Hasta que mi sexta pareja me dejó, no caí en la cuenta de que todas mis relaciones habían durado exactamente 347 días.
Constatada la veracidad de la extraña rutina temporal, tengo ahora al menos el tacto de declinar por defecto cualquier sugerencia de matrimonio, compra de vivienda o proyectos vitales que incluyan tener descendencia, para evitar futuros malentendidos y disgustos.
Me guardo, eso sí, el derecho de no comentar la existencia de la maldición a mis novias con fecha de caducidad, pues una cosa es sufrir los efectos de la fatalidad y otra muy distinta renunciar por ello a los placeres de la vida. Amo y trato de hacer feliz a quien está conmigo, tratando de ajustar siempre los tiempos hasta el desenlace inevitable, aunque la tensión que provoca la cercanía de la cifra maldita hace que empiece a comportarme de forma impropia desde mucho antes de lo que quisiera.
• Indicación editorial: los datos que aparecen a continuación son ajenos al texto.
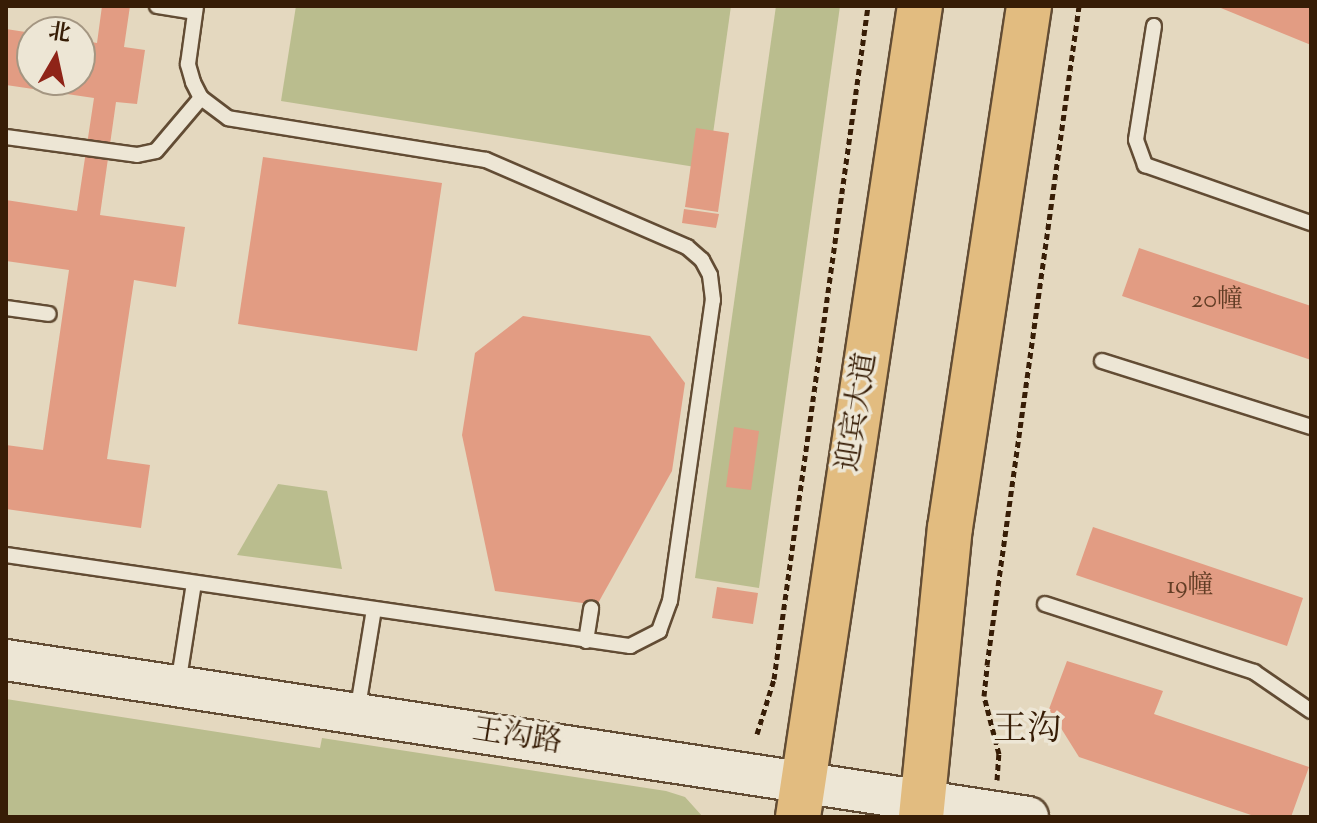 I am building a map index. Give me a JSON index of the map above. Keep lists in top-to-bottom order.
{
  "streets": {
    "highway": ["迎宾大道"],
    "street": ["王沟路"]
  },
  "crossings": [
    ["迎宾大道", "王沟路"]
  ],
  "districts": ["王沟"],
  "house_numbers": ["20幢", "19幢"],
  "north": "top"
} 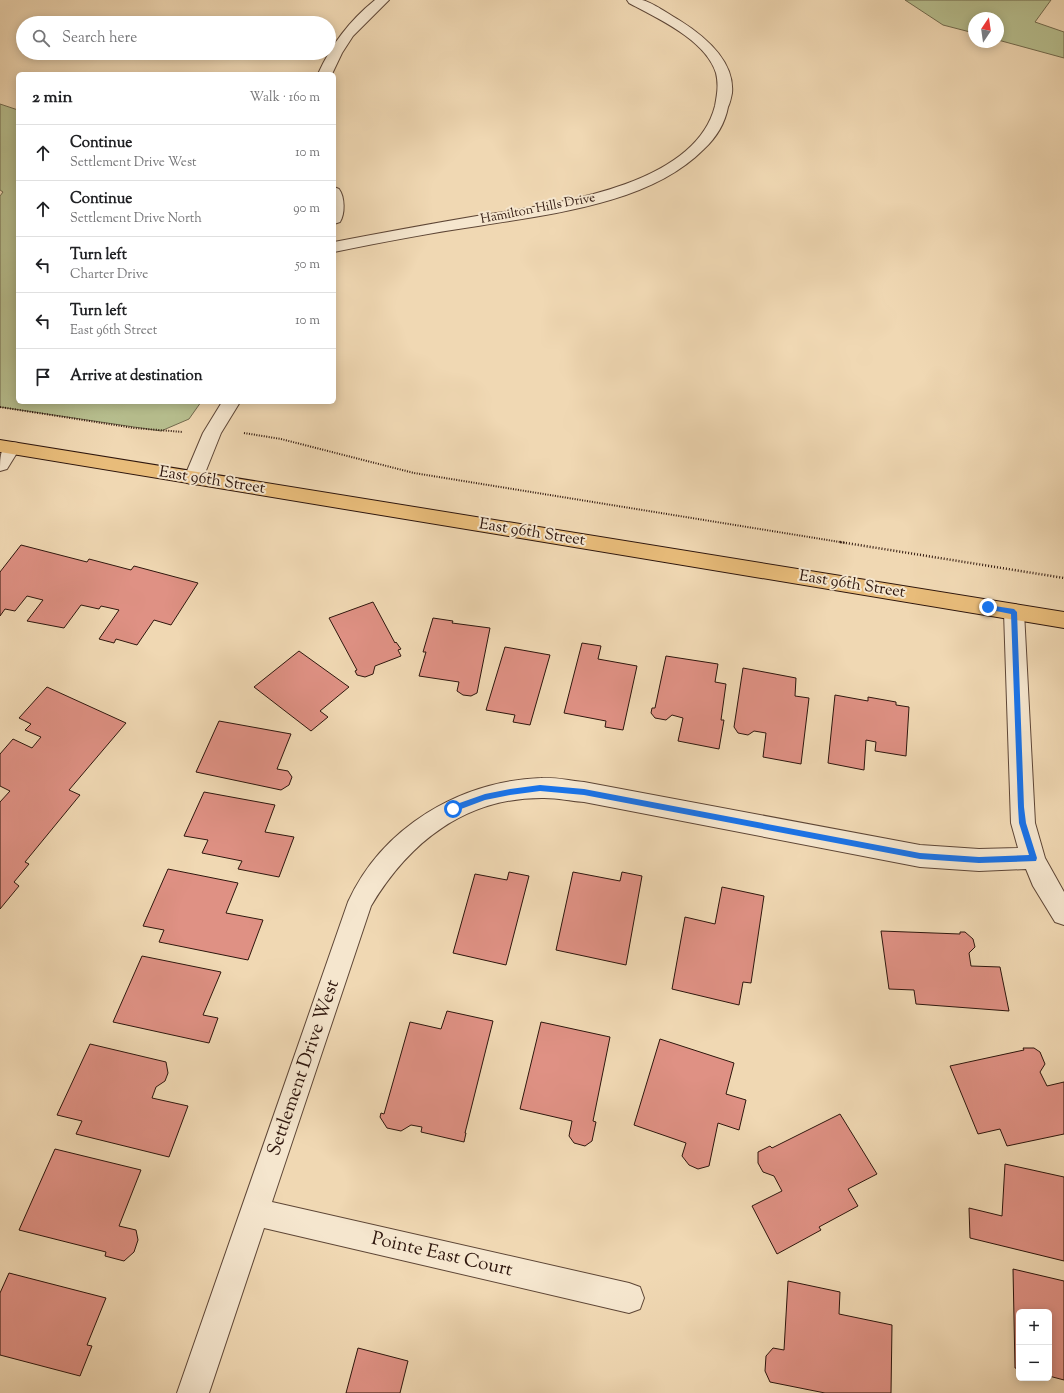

Ahora mismo, por ejemplo, no hace ni diez días que he empezado a salir con mi actual novia, que es un cielo de ojos grises que me adora y ya le he puesto los cuernos tres veces, lamentando en todo momento no tener la oportunidad de aspirar a una relación feliz y duradera que evite que me comporte de forma tan reprobable.
Pero aunque me duela hacer daño, no puedo evitar enamorarme. Puede que siga repitiendo este patrón durante toda mi vida, quejándome a mis amistades de que ninguna mujer me dure un mísero año. O puede que algún día me relaje y deje de condicionarme la numérica certeza, la misma que me hizo contar los días en el calendario cuando Martita, mi primera novia de la universidad, me dejó por el profesor de Estadística.